In patients with a long history of typical migraine and a normal examination, it may be reasonable to defer neuroimaging. However, we have a low threshold for performing MRI in most patients, because there are many causes of headache, and several organic disorders may mimic or trigger migraine, particularly in patients with new onset of symptoms in middle age, atypical features, or marked increase in frequency of headache (see Box 19.5 ). Routine blood work is often unhelpful in young patients, but an erythrocyte sedimentation rate and C-reactive protein is critical in elderly patients with transient loss of vision or headache to help exclude temporal arteritis. Lumbar puncture, obtained after neuroimaging, is an important test when a subarachnoid hemorrhage, meningitis, or pseudotumor cerebri syndrome is suspected.

Treatment

Migraine treatment depends on the characteristics of the pain. Abortive treatment alone is recommended when the attacks occur less than twice a week and are short lived ( Table 19.1 ). Prophylactic therapy is added when the headaches are more frequent or disabling to the patient’s occupation or social activities. Patients with frequent migraine are treated with a combination of preventive and abortive therapies.

Acephalgic Migraine (Typical Aura Without Headache)

Patients with migraine may have transient neurologic events without headache. When such events occur in patients older than 40 years, concern of a possible transient ischemic attack (TIA) is raised. In any age group, seizures may be considered. Fortunately, there are features that help differentiate these disorders. The migraine aura has a characteristic buildup of scintillations. The episodes may occur in a flurry and tend to last longer than a typical TIA. Patients often have a remote history of migraine headaches. Some even have mild accompanying discomfort but do not think it is important to report it. The intensity of their headache is often not as severe as it was previously.

In a younger patient with visual aura without headache, but with a previous history of migraine, further testing may be unnecessary. However, in patients older than 40 years, the new onset of acephalgic migraine is a diagnosis of exclusion. Workup would include neuroimaging to exclude a lesion of the occipital cortex and to check for ischemic changes. Electroencephalography can be performed to rule out an irritative lesion. When the aura is characterized by visual loss, cardiac emboli, carotid insufficiency, and hypercoagulable states should also be considered.

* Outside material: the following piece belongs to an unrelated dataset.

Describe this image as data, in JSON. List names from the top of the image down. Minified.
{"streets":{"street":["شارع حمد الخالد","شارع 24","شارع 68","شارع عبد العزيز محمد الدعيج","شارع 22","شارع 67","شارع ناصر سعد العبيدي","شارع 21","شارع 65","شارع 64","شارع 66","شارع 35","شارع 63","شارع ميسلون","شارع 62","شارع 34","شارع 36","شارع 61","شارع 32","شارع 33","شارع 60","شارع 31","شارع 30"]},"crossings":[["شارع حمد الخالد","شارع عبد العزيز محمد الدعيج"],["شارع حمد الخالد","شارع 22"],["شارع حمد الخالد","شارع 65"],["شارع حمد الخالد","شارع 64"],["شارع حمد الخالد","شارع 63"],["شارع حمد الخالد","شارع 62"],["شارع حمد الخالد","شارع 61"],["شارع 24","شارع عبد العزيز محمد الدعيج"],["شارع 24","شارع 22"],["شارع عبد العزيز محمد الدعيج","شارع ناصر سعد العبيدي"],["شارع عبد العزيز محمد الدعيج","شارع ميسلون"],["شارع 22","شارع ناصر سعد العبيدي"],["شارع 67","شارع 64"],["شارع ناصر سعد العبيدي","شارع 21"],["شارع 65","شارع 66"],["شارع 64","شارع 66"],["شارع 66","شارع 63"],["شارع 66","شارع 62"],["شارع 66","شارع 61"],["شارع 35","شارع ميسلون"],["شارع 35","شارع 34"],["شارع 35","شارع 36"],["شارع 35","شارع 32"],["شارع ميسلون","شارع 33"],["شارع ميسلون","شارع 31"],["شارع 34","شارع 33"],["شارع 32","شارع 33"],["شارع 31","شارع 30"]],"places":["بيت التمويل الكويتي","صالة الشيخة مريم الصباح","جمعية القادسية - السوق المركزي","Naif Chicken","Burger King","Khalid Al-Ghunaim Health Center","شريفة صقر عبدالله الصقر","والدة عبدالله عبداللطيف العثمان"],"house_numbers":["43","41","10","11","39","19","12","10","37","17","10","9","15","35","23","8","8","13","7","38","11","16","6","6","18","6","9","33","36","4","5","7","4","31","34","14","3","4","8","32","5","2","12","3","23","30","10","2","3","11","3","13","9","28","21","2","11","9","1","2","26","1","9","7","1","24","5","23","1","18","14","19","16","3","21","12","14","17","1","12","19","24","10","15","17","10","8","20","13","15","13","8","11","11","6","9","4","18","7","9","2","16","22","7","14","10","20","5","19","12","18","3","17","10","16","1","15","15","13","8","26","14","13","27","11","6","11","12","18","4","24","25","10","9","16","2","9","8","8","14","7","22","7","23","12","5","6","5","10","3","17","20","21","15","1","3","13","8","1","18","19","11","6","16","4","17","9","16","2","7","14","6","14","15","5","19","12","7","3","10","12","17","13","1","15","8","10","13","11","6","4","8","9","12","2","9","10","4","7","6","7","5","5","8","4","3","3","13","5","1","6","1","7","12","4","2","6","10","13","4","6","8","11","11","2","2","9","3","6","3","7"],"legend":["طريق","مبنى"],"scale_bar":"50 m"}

Treatment of acephalgic migraine . If tolerated, 325 mg of aspirin per day may be given, particularly in elderly individuals in whom the diagnosis may be uncertain. It may lessen acephalgic migraine episodes and help prevent stroke in case the events were in fact TIAs. In patients in whom aspirin is ineffective or intolerable, calcium channel blockers (verapamil, 120–360 mg (SR) per day), can be considered for those with recurrent disabling episodes. Often, patients are reassured knowing that their visual episodes are migrainous and benign and decline pharmacologic treatment.

Chronic Daily Headache

Chronic daily headache is a category of headaches including chronic migraine (described already), chronic tension-type headaches, hemicrania continua, new daily persistent headache, and posttraumatic headaches. Affected patients have headaches for 15 or more days per month, and the majority have an element of medication-overuse headache.

Tension-Type Headaches

Tension headaches are probably a continuum of migraine headaches. The pain is mild to moderate in intensity and is often described as pressure or tightness. There is no aura, nausea, or vomiting, and the headaches are usually not aggravated by exercise (see Box 19.3 ). Photophobia and phonophobia are rarely present, and the headache location is often bilateral, over the eyes, temples, occipital region, or on top of the head. Patients often have tender spots over the shoulder girdle muscles. Most tension headaches are episodic; however, some patients have chronic tension-type headaches without pain-free intervals.

Many patients with chronic daily tension headaches have a history of migraine, and migraines may periodically occur. Many of these patients have concurrent depression. In patients with tension headache, one should be aware of the possibility of secondary headache disorders or rebound headaches from analgesic overuse (see Medication-Overuse Headache ).

Treatment . Such patients with tension headaches pose a therapeutic challenge. The abortive and prophylactic medications used in migraineurs may be tried. Nortriptyline and amitriptyline may be the first-line agents for these patients, and topiramate may be effective. Patients with tension headaches should be assessed for temporomandibular joint dysfunction or sinus disease before starting preventive therapy. Some patients with tension headache do not respond to medication and may benefit from other therapies, including stretching exercises and acupuncture. Botulinum toxin injected into the frontal and occipital muscles may be used in refractory tension headache, but studies have not demonstrated fewer headaches in this subset of patients.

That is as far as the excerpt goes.